- Saved entries:
- - - - - - -
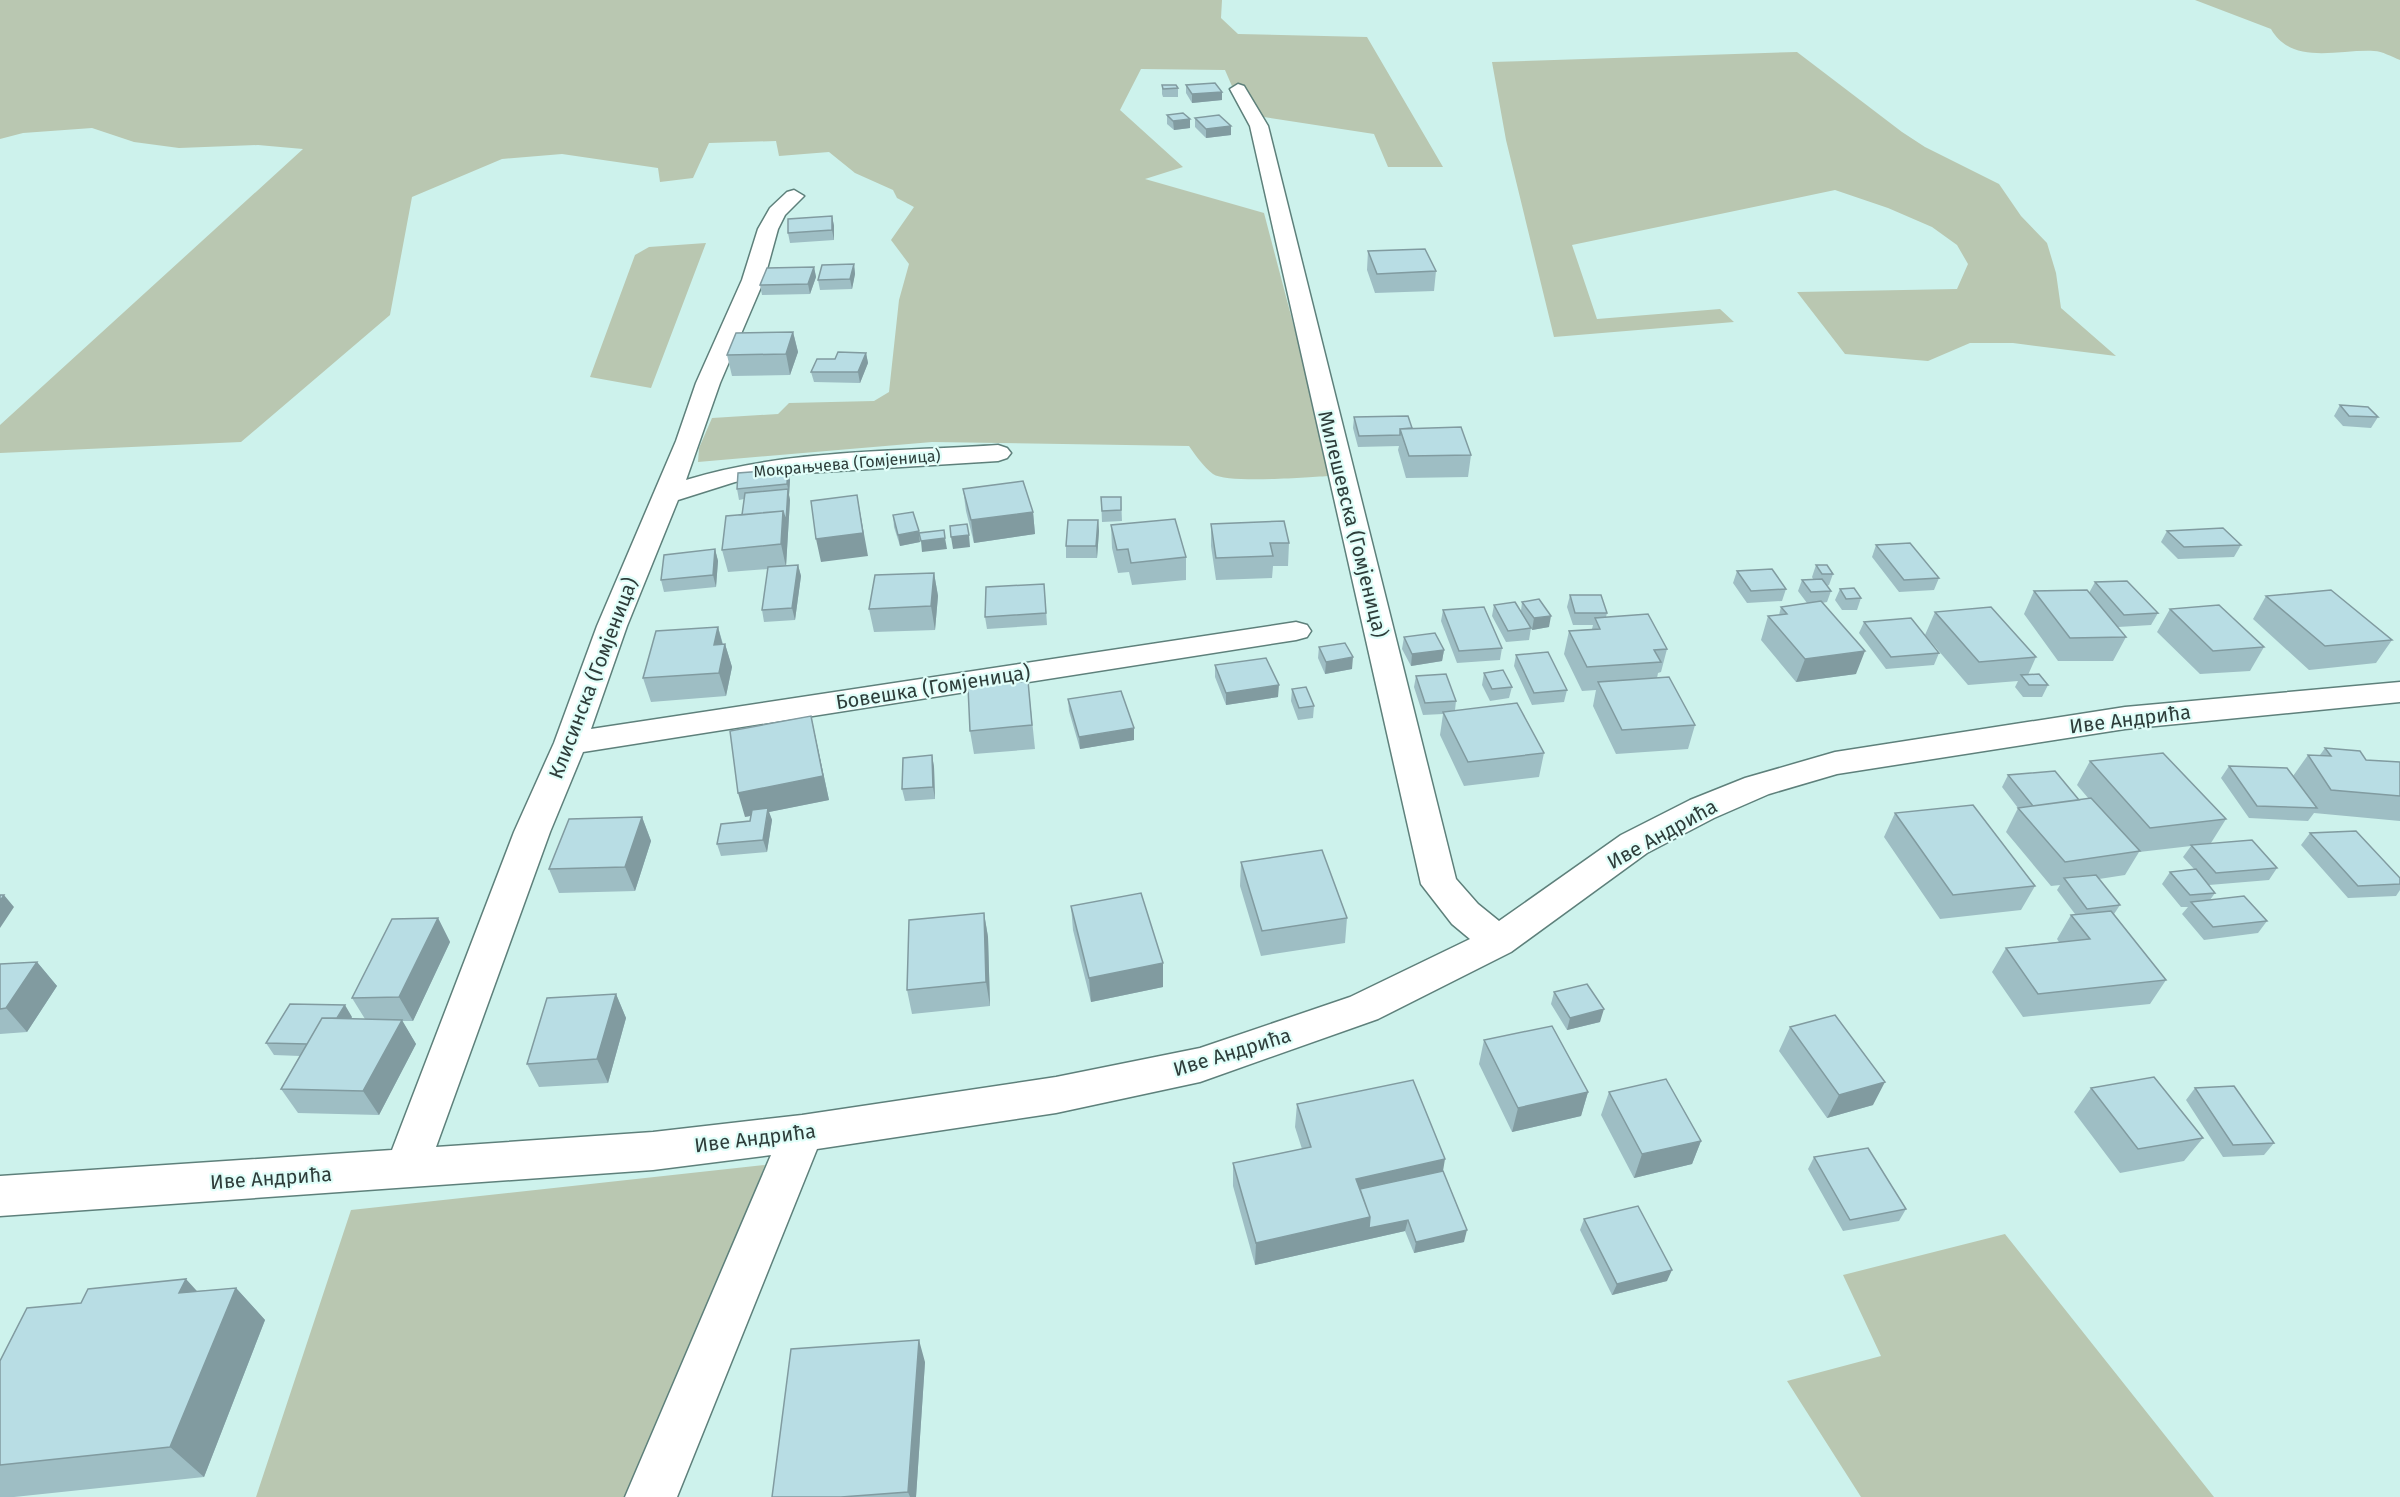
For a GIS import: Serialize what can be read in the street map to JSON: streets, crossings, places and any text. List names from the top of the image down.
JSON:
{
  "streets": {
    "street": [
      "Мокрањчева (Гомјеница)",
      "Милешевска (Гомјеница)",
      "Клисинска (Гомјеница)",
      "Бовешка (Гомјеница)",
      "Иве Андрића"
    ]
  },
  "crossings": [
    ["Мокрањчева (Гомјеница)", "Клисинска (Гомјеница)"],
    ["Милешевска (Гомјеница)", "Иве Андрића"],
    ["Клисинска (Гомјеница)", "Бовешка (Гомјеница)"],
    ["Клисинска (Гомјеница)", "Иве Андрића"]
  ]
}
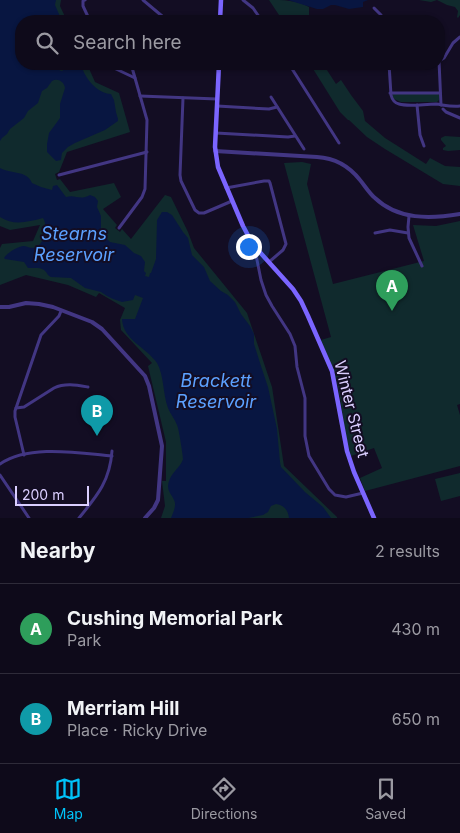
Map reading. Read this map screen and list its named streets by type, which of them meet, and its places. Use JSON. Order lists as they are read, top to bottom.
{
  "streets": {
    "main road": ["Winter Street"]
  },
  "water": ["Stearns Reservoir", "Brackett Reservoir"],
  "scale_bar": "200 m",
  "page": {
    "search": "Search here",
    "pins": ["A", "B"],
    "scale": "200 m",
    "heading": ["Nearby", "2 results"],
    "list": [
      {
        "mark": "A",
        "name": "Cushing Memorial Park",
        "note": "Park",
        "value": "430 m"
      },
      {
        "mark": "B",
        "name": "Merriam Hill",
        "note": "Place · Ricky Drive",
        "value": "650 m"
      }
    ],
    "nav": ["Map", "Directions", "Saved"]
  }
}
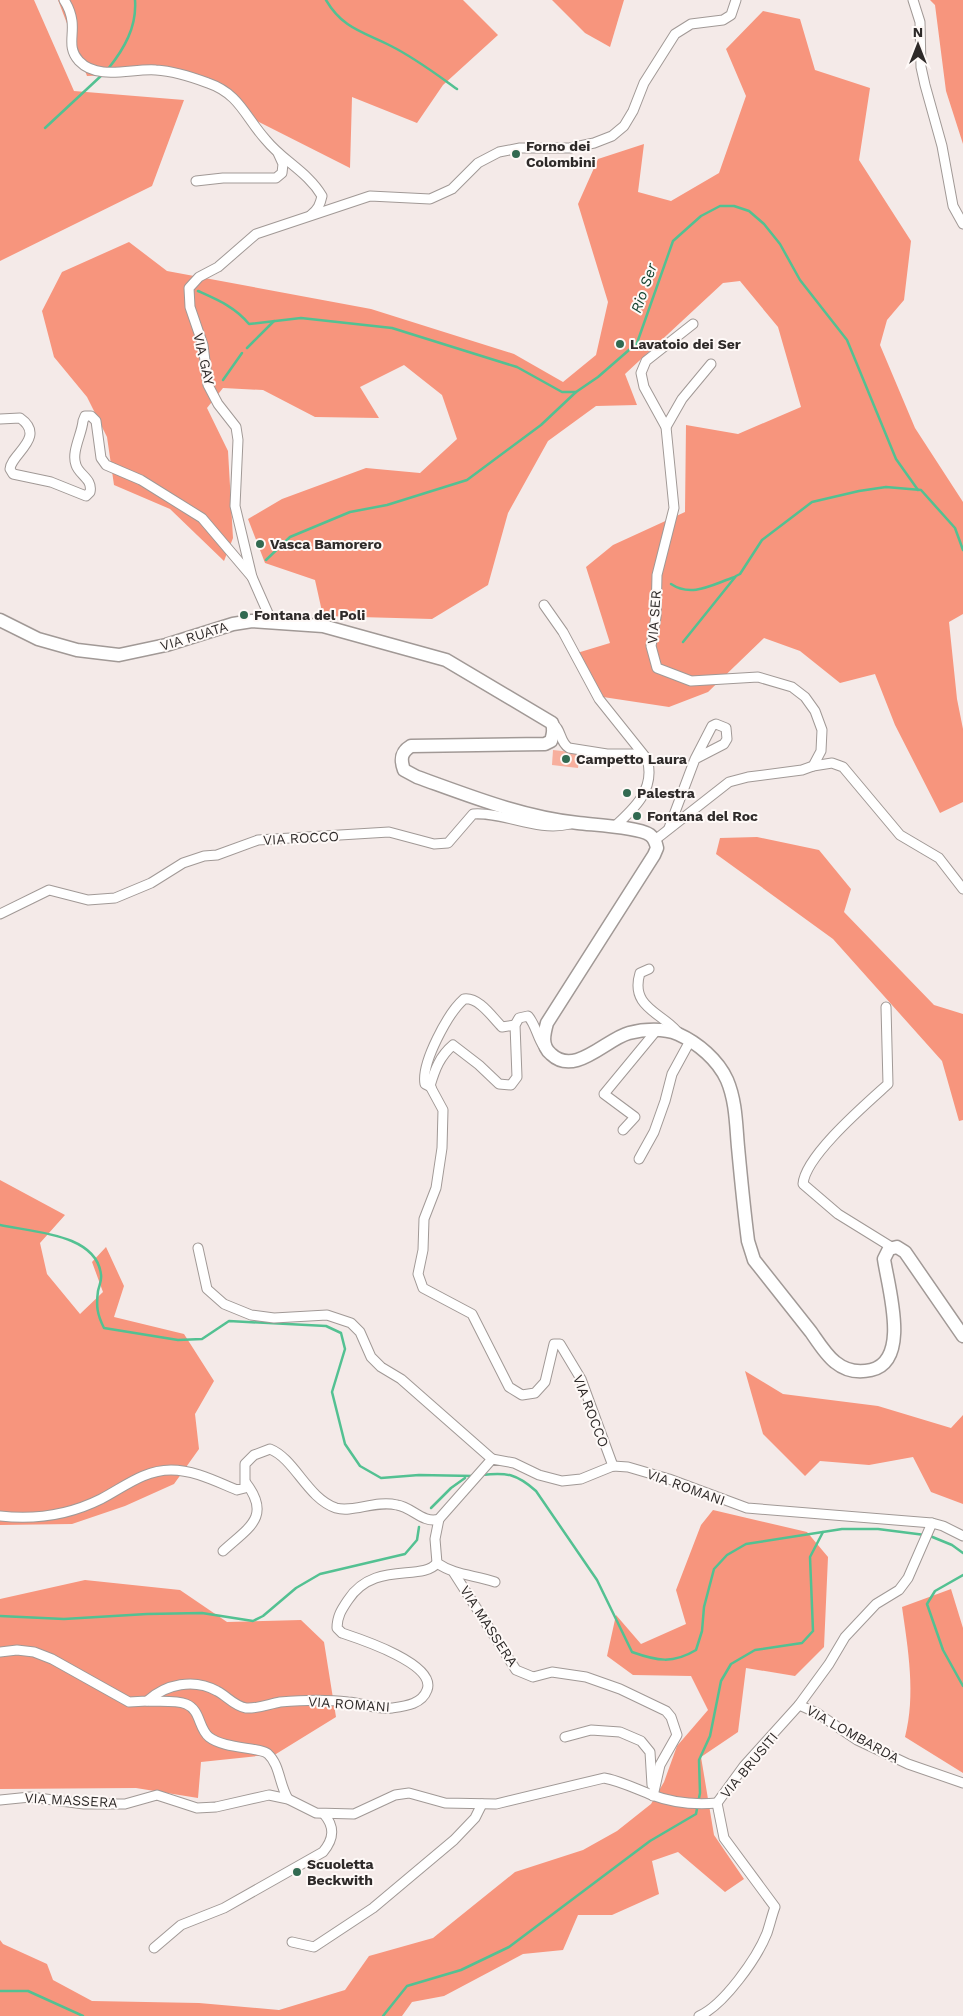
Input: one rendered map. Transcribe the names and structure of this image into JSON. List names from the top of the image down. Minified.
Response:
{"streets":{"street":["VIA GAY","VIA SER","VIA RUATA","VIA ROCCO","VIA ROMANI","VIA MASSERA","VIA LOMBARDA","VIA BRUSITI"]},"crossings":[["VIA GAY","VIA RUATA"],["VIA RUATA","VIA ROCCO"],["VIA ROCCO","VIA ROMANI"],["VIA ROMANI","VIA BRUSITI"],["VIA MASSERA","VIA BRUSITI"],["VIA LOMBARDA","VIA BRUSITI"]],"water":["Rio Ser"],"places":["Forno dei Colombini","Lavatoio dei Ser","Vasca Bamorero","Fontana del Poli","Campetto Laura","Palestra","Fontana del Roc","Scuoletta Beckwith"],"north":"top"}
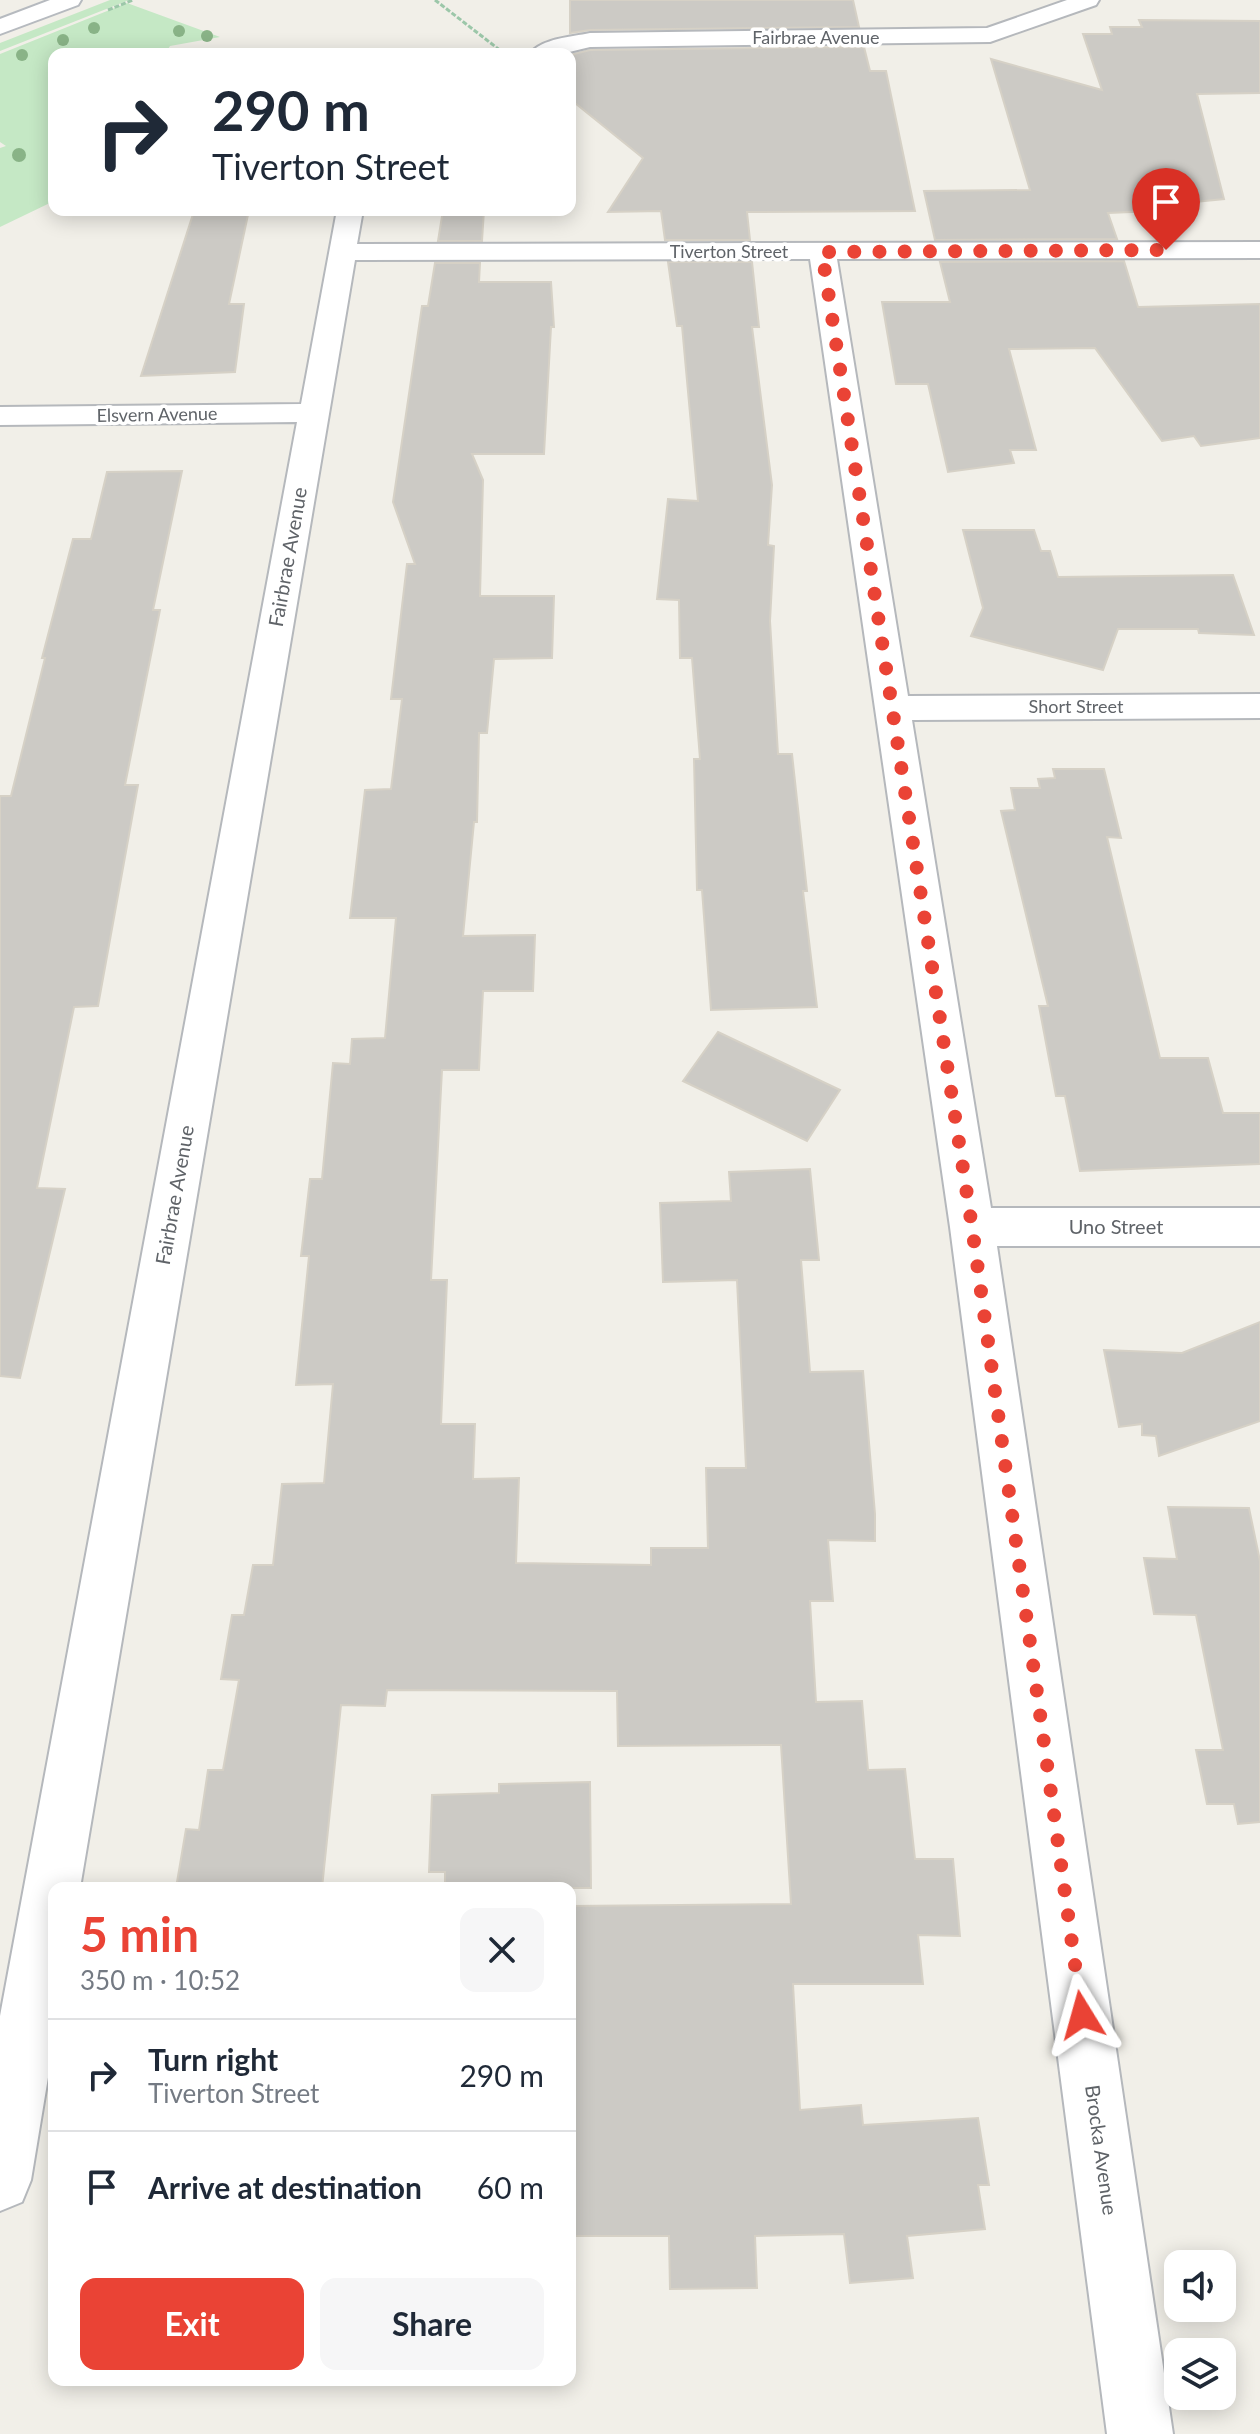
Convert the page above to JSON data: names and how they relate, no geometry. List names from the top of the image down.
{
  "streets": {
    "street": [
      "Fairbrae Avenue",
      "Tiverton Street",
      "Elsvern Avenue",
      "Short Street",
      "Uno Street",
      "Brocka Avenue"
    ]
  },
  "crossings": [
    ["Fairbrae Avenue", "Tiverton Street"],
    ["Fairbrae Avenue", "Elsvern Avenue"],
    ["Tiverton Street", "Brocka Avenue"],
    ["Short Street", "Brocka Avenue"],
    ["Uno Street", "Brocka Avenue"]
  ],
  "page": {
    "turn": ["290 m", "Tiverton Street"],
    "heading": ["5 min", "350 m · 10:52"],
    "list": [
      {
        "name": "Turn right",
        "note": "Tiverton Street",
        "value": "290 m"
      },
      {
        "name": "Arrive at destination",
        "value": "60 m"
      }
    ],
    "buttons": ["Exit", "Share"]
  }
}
- - - - - - -
Beginning with the line that contains "Convert the page", repeat every line through the end of the records and nothing more.

Convert the page above to JSON data: names and how they relate, no geometry. List names from the top of the image down.
{
  "streets": {
    "street": [
      "Fairbrae Avenue",
      "Tiverton Street",
      "Elsvern Avenue",
      "Short Street",
      "Uno Street",
      "Brocka Avenue"
    ]
  },
  "crossings": [
    ["Fairbrae Avenue", "Tiverton Street"],
    ["Fairbrae Avenue", "Elsvern Avenue"],
    ["Tiverton Street", "Brocka Avenue"],
    ["Short Street", "Brocka Avenue"],
    ["Uno Street", "Brocka Avenue"]
  ],
  "page": {
    "turn": ["290 m", "Tiverton Street"],
    "heading": ["5 min", "350 m · 10:52"],
    "list": [
      {
        "name": "Turn right",
        "note": "Tiverton Street",
        "value": "290 m"
      },
      {
        "name": "Arrive at destination",
        "value": "60 m"
      }
    ],
    "buttons": ["Exit", "Share"]
  }
}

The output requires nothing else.